Ukraine was the second-largest recipient of German arms exports, receiving €500 million worth of deliveries in the first quarter of 2023 amid promises of further support from Berlin.
Following initial criticism of its hesitancy to supply heavy weaponry to Ukraine, Berlin has become one of the country’s key military backers, most recently providing Kyiv with 18 Leopard 2 battle tanks, considered some of the most potent weapons in the West’s arsenal.
Once Germany began arms deliveries to an active war zone for the first time in its history, Chancellor Olaf Scholz called the policy change a “Zeitenwende” or turning point.
“Changing our position took some time, but it took too long, and it was too late, I know that,” Vice-Chancellor Robert Habeck said during a visit to Kyiv on Monday (3 April), when speaking to Ukraine’s President Volodymyr Zelenskyy.
“Not all the German politicians would say the same,” he added.
German politicians like the SPD chief whip Rolf Mützenich, often criticised for their reluctance to send additional arms to Ukraine, has recently admitted to mistakes. “I too have mistakes, I too have failures to confess, he said in late February.

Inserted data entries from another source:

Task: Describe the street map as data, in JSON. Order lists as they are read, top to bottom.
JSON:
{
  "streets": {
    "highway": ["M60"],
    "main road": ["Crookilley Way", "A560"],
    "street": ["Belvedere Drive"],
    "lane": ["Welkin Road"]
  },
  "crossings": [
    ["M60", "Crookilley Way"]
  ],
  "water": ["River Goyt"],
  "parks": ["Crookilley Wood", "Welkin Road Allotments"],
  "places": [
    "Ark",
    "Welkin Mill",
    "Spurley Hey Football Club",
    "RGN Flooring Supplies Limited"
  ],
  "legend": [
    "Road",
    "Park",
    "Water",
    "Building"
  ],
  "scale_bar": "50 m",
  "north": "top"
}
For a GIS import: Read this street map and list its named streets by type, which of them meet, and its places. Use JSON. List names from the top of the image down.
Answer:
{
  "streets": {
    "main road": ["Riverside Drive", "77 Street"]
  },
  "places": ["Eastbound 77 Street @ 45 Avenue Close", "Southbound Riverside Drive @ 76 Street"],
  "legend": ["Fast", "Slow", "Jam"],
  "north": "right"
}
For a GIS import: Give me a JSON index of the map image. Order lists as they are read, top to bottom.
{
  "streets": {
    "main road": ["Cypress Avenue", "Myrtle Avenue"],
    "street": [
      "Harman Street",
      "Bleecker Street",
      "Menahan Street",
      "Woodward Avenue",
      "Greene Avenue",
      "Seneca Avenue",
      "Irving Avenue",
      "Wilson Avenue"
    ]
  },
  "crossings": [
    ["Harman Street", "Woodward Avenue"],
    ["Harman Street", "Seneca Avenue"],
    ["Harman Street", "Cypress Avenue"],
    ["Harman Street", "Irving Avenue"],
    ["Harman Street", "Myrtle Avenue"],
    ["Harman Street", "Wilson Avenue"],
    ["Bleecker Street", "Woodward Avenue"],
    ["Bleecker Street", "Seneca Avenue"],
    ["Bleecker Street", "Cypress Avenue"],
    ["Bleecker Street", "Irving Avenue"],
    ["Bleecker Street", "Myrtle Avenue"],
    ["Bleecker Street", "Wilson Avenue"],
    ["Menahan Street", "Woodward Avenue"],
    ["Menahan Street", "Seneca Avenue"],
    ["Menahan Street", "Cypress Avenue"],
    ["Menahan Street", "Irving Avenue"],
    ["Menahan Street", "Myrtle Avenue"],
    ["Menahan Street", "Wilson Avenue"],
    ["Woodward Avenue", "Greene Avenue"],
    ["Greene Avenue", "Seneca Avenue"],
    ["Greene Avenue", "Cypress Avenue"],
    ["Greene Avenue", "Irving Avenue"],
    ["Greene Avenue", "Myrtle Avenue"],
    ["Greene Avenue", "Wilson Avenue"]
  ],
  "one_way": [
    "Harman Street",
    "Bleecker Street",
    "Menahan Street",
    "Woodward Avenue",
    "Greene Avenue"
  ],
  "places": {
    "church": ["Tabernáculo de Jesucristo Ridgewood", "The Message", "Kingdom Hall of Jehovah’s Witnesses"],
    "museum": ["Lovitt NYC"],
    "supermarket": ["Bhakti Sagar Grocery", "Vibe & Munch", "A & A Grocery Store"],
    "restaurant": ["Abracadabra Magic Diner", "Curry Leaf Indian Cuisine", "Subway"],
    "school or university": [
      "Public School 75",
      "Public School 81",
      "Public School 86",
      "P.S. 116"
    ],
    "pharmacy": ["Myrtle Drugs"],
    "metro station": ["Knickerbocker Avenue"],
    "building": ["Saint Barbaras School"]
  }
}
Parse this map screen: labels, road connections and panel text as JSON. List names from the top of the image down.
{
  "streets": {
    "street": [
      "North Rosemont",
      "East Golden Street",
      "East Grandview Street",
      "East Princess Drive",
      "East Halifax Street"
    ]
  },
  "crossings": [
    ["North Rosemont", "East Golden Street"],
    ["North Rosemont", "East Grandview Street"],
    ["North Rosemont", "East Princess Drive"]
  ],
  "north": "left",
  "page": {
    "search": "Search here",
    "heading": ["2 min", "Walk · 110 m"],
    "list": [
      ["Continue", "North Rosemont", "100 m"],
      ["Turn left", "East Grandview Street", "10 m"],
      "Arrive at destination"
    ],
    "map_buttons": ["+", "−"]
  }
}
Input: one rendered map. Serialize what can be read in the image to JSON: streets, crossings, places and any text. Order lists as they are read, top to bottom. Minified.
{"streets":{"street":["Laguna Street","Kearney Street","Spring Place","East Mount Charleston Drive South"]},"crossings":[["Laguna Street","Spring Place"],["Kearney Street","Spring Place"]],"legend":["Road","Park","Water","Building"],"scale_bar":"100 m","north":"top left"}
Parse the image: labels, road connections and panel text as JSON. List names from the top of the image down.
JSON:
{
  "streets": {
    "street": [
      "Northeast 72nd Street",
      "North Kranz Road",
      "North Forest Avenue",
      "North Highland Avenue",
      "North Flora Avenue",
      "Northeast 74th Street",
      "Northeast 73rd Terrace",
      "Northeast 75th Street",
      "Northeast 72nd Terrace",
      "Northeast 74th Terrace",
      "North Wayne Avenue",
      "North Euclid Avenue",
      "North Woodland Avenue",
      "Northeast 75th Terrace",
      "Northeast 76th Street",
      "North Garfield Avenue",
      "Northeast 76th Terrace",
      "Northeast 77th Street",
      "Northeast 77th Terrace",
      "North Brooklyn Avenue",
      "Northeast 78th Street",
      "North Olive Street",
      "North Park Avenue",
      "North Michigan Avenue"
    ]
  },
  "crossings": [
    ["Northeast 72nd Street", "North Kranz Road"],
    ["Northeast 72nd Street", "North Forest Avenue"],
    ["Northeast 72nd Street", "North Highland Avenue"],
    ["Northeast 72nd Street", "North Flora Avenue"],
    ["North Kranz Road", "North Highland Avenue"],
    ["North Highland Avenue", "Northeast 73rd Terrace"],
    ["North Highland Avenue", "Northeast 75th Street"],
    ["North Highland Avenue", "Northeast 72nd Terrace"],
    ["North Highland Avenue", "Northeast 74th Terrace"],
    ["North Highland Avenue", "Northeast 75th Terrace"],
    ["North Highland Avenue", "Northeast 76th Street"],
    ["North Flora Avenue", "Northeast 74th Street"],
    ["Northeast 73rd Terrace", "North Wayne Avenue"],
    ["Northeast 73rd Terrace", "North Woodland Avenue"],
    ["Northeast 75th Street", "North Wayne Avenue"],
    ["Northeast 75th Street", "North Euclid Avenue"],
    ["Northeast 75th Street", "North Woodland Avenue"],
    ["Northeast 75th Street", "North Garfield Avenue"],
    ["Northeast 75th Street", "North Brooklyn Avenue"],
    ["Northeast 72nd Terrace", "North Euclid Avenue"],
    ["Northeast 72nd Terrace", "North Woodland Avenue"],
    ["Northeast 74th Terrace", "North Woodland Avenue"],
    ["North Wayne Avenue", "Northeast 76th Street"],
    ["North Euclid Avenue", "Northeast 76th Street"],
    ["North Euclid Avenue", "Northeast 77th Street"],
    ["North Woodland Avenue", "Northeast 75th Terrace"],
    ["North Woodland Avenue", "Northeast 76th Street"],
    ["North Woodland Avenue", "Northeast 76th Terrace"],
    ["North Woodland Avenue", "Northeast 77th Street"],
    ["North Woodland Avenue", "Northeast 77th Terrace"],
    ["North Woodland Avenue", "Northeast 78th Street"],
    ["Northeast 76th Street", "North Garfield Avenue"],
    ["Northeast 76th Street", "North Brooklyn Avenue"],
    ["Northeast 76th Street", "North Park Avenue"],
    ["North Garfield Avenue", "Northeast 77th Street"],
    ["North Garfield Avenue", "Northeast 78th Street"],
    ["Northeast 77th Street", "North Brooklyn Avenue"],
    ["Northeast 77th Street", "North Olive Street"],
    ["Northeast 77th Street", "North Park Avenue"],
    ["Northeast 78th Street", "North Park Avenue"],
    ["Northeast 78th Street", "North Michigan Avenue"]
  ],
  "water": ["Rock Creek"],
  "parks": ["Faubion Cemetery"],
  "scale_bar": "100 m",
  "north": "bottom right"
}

For Habeck, these “mistakes” have seemingly become a source of motivation.
“I feel deeply ashamed that this was all too late, and part of my job was in the last year to help bring weapons as fast and as many as we could,” he told Zelenskyy in Kyiv. “This is an ongoing promise.”
According to official German government statistics, Ukraine took second place as a destination of government-approved total €2.4 billion in arms exports in the first quarter of 2023.
Kyiv received almost €500 million in arms, coming in second after Hungary’s imports of €760 million worth of military goods, which according to statistics, mostly amounted to ammunition.
In the first three quarters of 2022, Ukraine took second place, too – with total arms exports of about €780 million approved over nine months. Data for the fourth quarter has not been made avasilable yet.
Just in late March, Germany delivered 18 Leopard-2 battle tanks in concert with two other countries, 40 Marder armoured personnel carriers and two Wisent mince-clearing tanks – alongside various other goods.
The German government says that total approved support for Ukraine totals €2.7 billion, although this figure does not include goods that do not require government consent – like sanitary goods or trucks.
Another source of data, the Ukraine support tracker maintained by the Kiel Institute for the World Economy pegs Germany’s military support at €3.57 billion, putting the country in third place after the UK and the US.
Military goods that Germany has yet to deliver include 300,000 shots for the anti-aircraft-gun Gepard alongside three additional models, two unspecified radars for airspace surveillance, and the Patriot anti-aircraft system.